Portugal, desde 2022 e até final de julho desde ano, e segundo dados da DGS, foram notificados 1197 casos todos da clade B, ou seja, da menos agressiva. 

Esta clade B foi a que provocou o aumento do número de casos no ano de 2022 que ultrapassou a região onde circula normalmente que é a Nigéria. Disseminou-se para todo o mundo e provocou, na sua grande maioria, apenas casos de gravidade ligeira e moderada. Estava muito ligada a comportamentos sexuais.

 

E a estirpe mais agressiva qual é?

É a que agora gerou o alerta das autoridades de saúde e que vem da República Democrática do Congo, onde todos os anos são diagnosticados mil casos. Este vírus existe há muito tempo na República Democrática do Congo e nos países limítrofes, mas agora está a expandir-se e chegou à Europa, nomeadamente à Suécia, onde se registou o primeiro caso.

 

E em que se traduz essa gravidade?

Esta estirpe provoca infeções mais graves.
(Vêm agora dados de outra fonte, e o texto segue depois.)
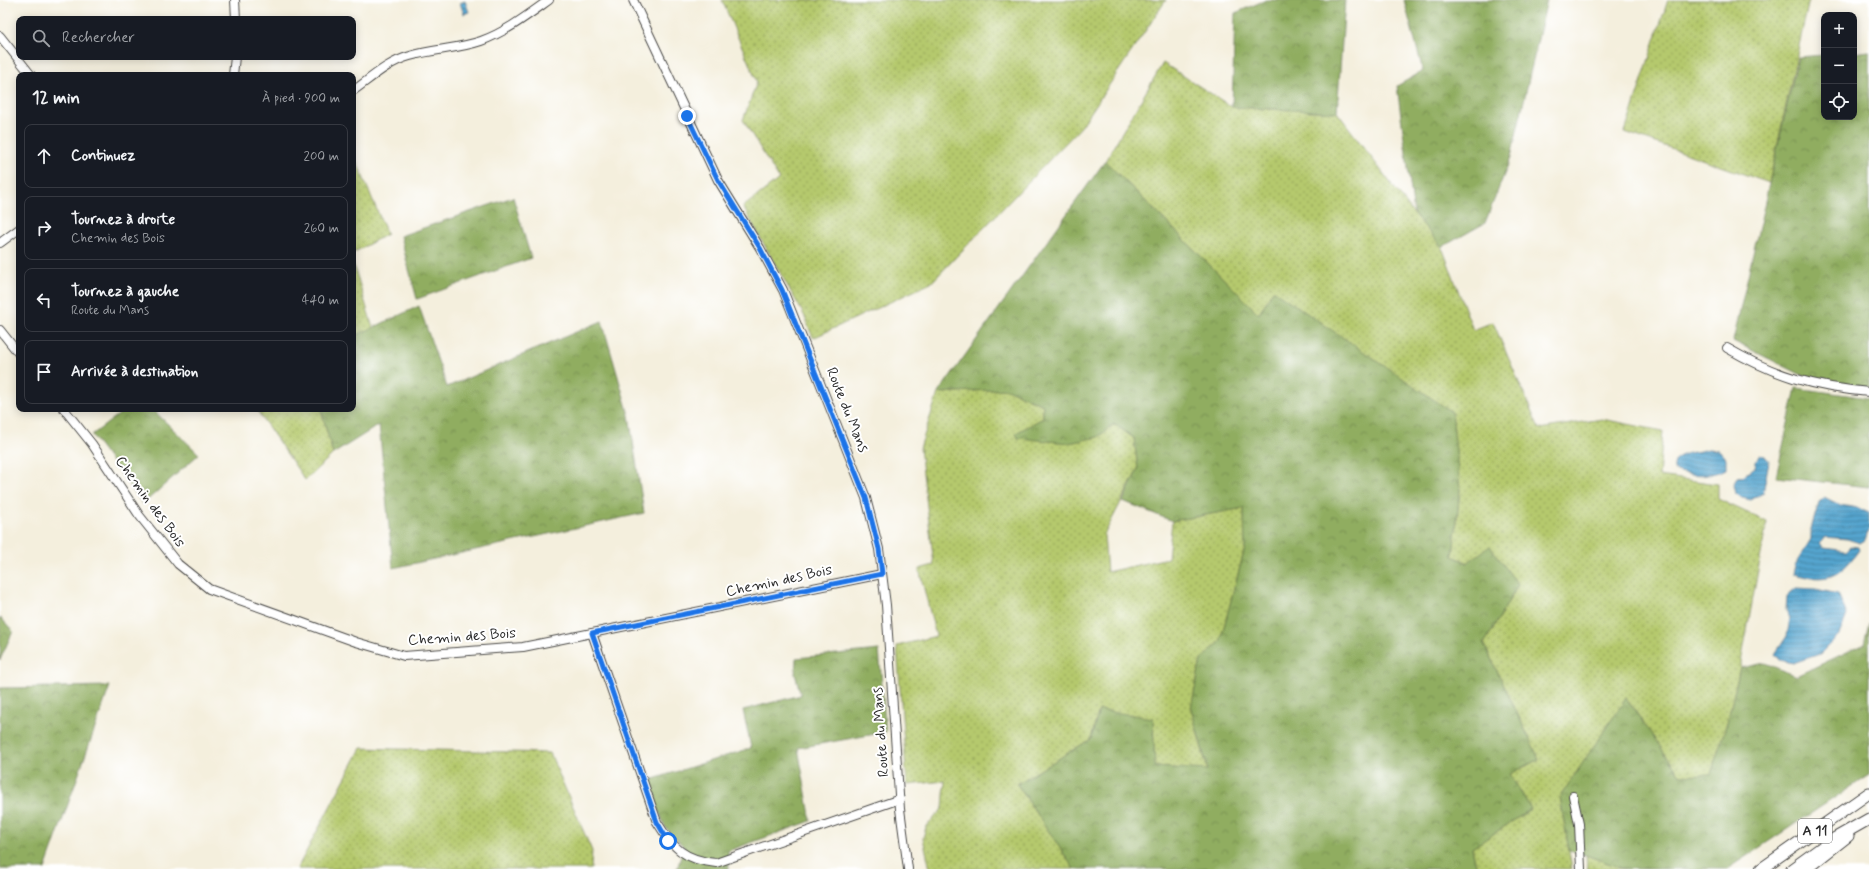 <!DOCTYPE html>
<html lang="fr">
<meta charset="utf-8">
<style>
body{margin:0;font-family:Mynerve,sans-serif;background:#20242c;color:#f1f3f6}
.controls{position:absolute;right:12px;top:12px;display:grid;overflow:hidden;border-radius:8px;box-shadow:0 2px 10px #0003}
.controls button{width:36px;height:36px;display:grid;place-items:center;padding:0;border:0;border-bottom:1px solid #363941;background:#171b24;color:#f1f3f6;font:20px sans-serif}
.stop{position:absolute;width:12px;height:12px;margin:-9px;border:3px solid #1a73e8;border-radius:50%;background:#fff}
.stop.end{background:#1a73e8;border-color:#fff;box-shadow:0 1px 4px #0008}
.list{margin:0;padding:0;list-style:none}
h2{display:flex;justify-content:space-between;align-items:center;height:52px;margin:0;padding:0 16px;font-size:17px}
h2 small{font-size:13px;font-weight:400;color:#9ea1a6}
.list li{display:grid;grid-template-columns:26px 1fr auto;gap:12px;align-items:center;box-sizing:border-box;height:64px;margin:0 8px 8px;padding:0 8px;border:1px solid #363941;border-radius:8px}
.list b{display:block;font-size:15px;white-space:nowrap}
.list p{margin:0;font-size:13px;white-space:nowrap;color:#9ea1a6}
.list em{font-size:13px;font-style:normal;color:#9ea1a6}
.icon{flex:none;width:22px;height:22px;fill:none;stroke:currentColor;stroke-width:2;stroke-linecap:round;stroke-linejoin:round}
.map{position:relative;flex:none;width:1869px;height:869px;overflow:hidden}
.search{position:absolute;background:#171b24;box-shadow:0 2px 10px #0003;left:16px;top:16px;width:340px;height:44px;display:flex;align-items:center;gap:10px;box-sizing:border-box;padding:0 14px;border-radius:8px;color:#9ea1a6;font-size:15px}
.panel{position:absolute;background:#171b24;box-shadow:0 2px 10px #0003;left:16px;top:72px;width:340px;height:340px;border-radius:8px}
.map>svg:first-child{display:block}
</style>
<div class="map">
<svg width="1869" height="869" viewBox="0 0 1869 869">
<defs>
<pattern id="grass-dots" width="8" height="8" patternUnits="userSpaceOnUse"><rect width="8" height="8" fill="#b5c96d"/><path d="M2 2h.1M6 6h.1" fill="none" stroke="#93a35a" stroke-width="1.8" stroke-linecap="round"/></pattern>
<pattern id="forest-crowns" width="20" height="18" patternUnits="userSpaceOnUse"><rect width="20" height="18" fill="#90ad60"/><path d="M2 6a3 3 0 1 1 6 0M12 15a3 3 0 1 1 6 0" fill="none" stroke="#768d4f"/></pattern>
<pattern id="water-rules" width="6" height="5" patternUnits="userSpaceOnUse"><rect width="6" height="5" fill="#55a4ce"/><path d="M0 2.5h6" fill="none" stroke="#4786a7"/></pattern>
</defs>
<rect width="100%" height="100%" fill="#fff"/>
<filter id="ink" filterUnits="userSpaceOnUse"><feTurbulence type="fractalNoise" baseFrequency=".025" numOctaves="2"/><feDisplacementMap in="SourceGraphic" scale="8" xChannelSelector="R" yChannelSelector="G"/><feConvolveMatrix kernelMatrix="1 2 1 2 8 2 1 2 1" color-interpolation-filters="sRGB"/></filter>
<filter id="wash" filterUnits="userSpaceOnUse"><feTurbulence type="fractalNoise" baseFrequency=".012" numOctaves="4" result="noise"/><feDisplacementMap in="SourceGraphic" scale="16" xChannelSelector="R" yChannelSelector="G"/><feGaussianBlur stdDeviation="0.9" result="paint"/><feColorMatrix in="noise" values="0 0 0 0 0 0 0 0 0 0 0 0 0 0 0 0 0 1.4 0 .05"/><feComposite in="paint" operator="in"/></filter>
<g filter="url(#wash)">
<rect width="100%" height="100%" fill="#f4efdd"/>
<!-- grass -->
<g fill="url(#grass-dots)" stroke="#707a4c">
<path d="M722 0H1166L1081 127 931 283 813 338 804 315 743 207 779 179 743 120 757 82Z"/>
<path d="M1668 0H1809L1769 183 1625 132Z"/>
<path d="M1163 63 1232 107 1337 112 1414 214 1442 247 1473 330 1493 322 1539 429 1602 419 1663 431 1659 476 1718 484V499L1767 522 1740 668 1728 719 1711 775H1680L1626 699 1560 797 1572 869H1477L1472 848 1531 809 1510 774 1539 759 1484 644 1518 585 1453 556 1460 489 1273 290 1259 314 1105 161Z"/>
<path d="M353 153 387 234 353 253Z"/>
<path d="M353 263 373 328 353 337Z"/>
<path d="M1007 389 1043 405V418L1017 433 1018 438 1098 437 1114 424 1134 438 1138 469 1104 535 1107 572 1168 558 1172 521 1244 508 1245 548 1220 642 1201 660 1191 708 1208 771 1155 767 1099 710 1091 739 1017 784 1074 869H930L923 838 926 827 943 808 945 781 907 785 897 646 936 636 919 569 934 565 920 448 938 393Z"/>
<path d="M256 409H321L333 454 305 480Z"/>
<path d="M361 748 550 753 592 851 591 869H297Z"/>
<path d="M1586 855 1624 869H1587Z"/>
</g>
<!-- forest -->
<g fill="url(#forest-crowns)" stroke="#5e6c46">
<path d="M1266 0H1345L1337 112 1232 107 1235 13Z"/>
<path d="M1404 0H1547L1511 157 1485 223 1442 247 1414 214 1397 86 1423 71Z"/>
<path d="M1869 51V387L1849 386 1806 377 1733 341 1798 57 1824 55V117H1854V53Z"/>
<path d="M1105 161 1259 314 1273 290 1452 412 1460 489 1453 556 1467 563 1490 546 1518 585 1484 644 1539 759 1510 774 1531 809 1472 848 1477 869H1074L1017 784 1091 739 1099 710 1153 718 1155 767 1208 770 1191 708 1201 660 1220 642 1245 548 1244 508 1172 521 1123 501 1138 469 1134 438 1114 424 1098 437 1069 443 1018 438 1016 433 1043 418V405L1007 389 938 393Z"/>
<path d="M513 197 531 258 417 299 400 236Z"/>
<path d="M419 306 447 387 602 321 629 415 644 513 393 568 379 425 333 454 321 409H353V337Z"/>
<path d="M1796 388 1869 398V487L1776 477Z"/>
<path d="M126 409H152L199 454 143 504 92 435Z"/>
<path d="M0 617 13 631 0 660Z"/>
<path d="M1869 623V775L1727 869H1624L1586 855 1569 851 1560 797 1626 698 1680 775 1711 774 1728 719 1740 668 1765 663 1796 676 1864 644Z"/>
<path d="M879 650 886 732 798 748 811 821 728 851 729 869H677L684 847 665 827 647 781 751 748 743 710 801 695 795 674 796 658Z"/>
<path d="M110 686 45 869H0V688Z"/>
</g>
<!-- water -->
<g fill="url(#water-rules)" stroke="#40687c">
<path d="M465 1 469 12 464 14 460 3Z"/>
<path d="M1708 449 1719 450 1726 458V469C1711 477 1689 476 1674 470 1672 450 1695 454 1708 449Z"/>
<path d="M1760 454 1765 456 1769 461 1763 493 1751 500 1742 498 1735 493 1733 486 1737 477 1743 476 1755 467 1756 461Z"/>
<path d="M1824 497 1840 505 1858 508 1869 513V528L1865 540 1860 543 1847 539 1825 537 1820 543 1824 548 1846 551 1851 546 1858 547 1859 550C1838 579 1828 582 1793 574L1795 565 1811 539V529L1819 502Z"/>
<path d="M1796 588 1816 589 1838 594 1847 615 1839 635 1820 654 1793 663 1780 660 1775 654 1787 636 1790 618 1786 610 1787 596Z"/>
</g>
</g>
<g filter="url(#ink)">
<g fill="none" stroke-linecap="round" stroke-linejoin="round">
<defs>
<g id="minor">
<path d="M235 0 236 19"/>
<path d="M633 0 718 180 760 248 783 290 866 498 879 549 886 605 900 809 908 869"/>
<path d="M0 36 31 75"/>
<path d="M233 75 235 57"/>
<path d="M353 91C371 78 388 62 410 56 433 49 458 49 481 41 506 32 528 15 549 0"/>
<path d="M0 243 19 229"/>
<path d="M0 330 19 354"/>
<path d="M1727 348C1775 376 1814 387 1869 392"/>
<path d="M64 409 92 444 139 515 178 564 209 589 356 642 404 656 523 647 882 574"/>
<path d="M592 633 657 822C673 848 684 860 716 863L900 799"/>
<path d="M1573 796 1579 824 1581 869"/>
</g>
<g id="highway">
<path d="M1761 869 1869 793"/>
<path d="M1792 869 1832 840 1869 819"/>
<path d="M1806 869 1848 836"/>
</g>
</defs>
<!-- minor casing -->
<use href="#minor" stroke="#494846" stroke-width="10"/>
<!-- highway casing -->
<use href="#highway" stroke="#494846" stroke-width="13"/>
<!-- minor -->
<use href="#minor" stroke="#fff" stroke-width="8"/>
<!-- highway -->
<use href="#highway" stroke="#fff" stroke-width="11"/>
</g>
</g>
<g fill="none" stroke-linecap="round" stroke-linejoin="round" filter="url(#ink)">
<!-- route -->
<path stroke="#1a73e8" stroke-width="5" d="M668 841 657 822 592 633 882 574 879 549 866 498 782 290 760 248 718 180 687 116"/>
</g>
<g text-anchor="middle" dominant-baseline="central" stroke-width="4" stroke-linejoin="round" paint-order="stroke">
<!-- shield labels -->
<rect fill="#fff" stroke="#6b6b6b" stroke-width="1" x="1798" y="819" width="34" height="24" rx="3"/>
<g font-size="14" font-weight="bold" fill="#2b2b2b">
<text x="1815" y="831">A 11</text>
</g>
<!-- street labels -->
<g font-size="15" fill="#2b2b2b" stroke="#fff">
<text transform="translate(847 410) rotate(68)">Route du Mans</text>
<text transform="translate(150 502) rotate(54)">Chemin des Bois</text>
<text transform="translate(779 581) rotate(-12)">Chemin des Bois</text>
<text transform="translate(462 637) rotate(-4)">Chemin des Bois</text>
<text transform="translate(881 732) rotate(-94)">Route du Mans</text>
</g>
</g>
</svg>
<div class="controls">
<button>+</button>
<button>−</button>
<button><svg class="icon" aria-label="locate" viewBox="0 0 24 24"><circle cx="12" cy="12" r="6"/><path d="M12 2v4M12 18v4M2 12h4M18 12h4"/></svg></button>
</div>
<div class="stop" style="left:668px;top:841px"></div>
<div class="stop end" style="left:687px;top:116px"></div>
<div class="search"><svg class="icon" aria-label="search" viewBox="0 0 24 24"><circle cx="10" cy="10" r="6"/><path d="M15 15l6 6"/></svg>Rechercher</div>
<section class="panel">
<h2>12 min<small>À pied · 900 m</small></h2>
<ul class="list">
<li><svg class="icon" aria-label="ahead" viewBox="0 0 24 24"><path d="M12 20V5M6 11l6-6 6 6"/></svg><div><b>Continuez</b></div><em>200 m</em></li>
<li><svg class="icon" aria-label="right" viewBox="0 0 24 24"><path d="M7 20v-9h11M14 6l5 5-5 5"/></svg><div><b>Tournez à droite</b><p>Chemin des Bois</p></div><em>260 m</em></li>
<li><svg class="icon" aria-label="left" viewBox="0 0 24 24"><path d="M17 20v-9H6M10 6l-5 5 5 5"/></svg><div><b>Tournez à gauche</b><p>Route du Mans</p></div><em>440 m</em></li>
<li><svg class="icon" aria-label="arrive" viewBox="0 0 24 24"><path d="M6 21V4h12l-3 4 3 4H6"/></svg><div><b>Arrivée à destination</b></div></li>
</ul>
</section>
</div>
Enquanto na outra as infeções são habitualmente mais ligeiras, com menor número de lesões cutâneas, nas infeções pelo vírus desta clade, as lesões são em regra sistémicas, portanto, atingem todos os aparelhos do organismo e dão um número grande de lesões a nível cutâneo.

 

E qual o impacto do vírus na República Democrática do Congo?

Este vírus, habitualmente, nas áreas endémicas na República Democrática do Congo, atinge fundamentalmente as crianças, que são aqueles indivíduos que habitualmente introduzem infeção no agregado familiar e infecta também os adultos que estão em contato com a criança.

 

Mas porque é que atinge tanto as crianças?

São especialmente atingidas as crianças e também as mães porque as crianças são as que estão mais expostas à aquisição da infeção. São elas quem adquirem a infeção no exterior através do contacto com animais infetados, roedores, macacos, etc, e a introduzem no agregado familiar. Por proximidade as mães são aquelas que dentro do agregado familiar são infetadas de seguida. Os adultos são menos infetados dado que alguns estão protegidos pela vacinação contra a varíola que foi administrada gratuitamente nas áreas endémicas até à década de setenta do século passado e que protege também contra o Mpox.

 

O primeiro caso humano de Mpox foi detetado em 1970 na República Democrática do Congo. É daí que vem a estirpe mais agressiva, que agora gerou o alerta das autoridades de saúde.
Presidente da Sociedade Portuguesa de Virologia

Há ideia do que é que está a motivar este alastramento da doença, quer dentro do Congo quer fora?

Admite-se que haja mais animais infetados na selva, ou seja uma epizootia. Isto é, quanto mais animais houver infetados maior é a probabilidade de haver transmissão também para o homem e depois de haver também transmissão interhumana.

 

Este vírus tem elevada mortalidade?

A mortalidade tem sido descrita como baixa.     

 

Há ideia de quando é que foi o primeiro caso de Mpox?

Os primeiros casos de Mpox foram detetados no macaco em 1958 em animais em cativeiro na Dinamarca. O primeiro caso humano foi detetado em 1970 na República Democrática do Congo.

 

Como se trata a Mpox?

Nos casos ligeiros apenas com tratamento sintomático. Nos casos mais graves com medicamentos antivíricos.

 

Em Portugal foram vacinadas mais de 9 mil pessoas. A vacina que existe é eficaz?

A vacina que existe é eficaz e pode ser usada antes da exposição e também nas primeiras horas após a exposição ou contacto.

 

Porque é que este vírus começou por ser conhecido como «varíola dos macacos»?

Começou por ser conhecida assim porque os primeiros casos foram detetados em macacos e as lesões que apresentavam eram semelhantes às lesões que a varíola provocava no homem.

 

Aliás, o vírus Mpox tem semelhança com o vírus que provoca a varíola em humanos...

Estes vírus são da mesma família do que a varíola, logo são semelhantes.

 

Há ainda muitas incertezas quanto a este vírus?

Há incertezas em relação ao reservatório na natureza, ou seja, quais são os animais que o vírus infeta e quais são os animais responsáveis pela perpetuação da infeção e pela sua disseminação.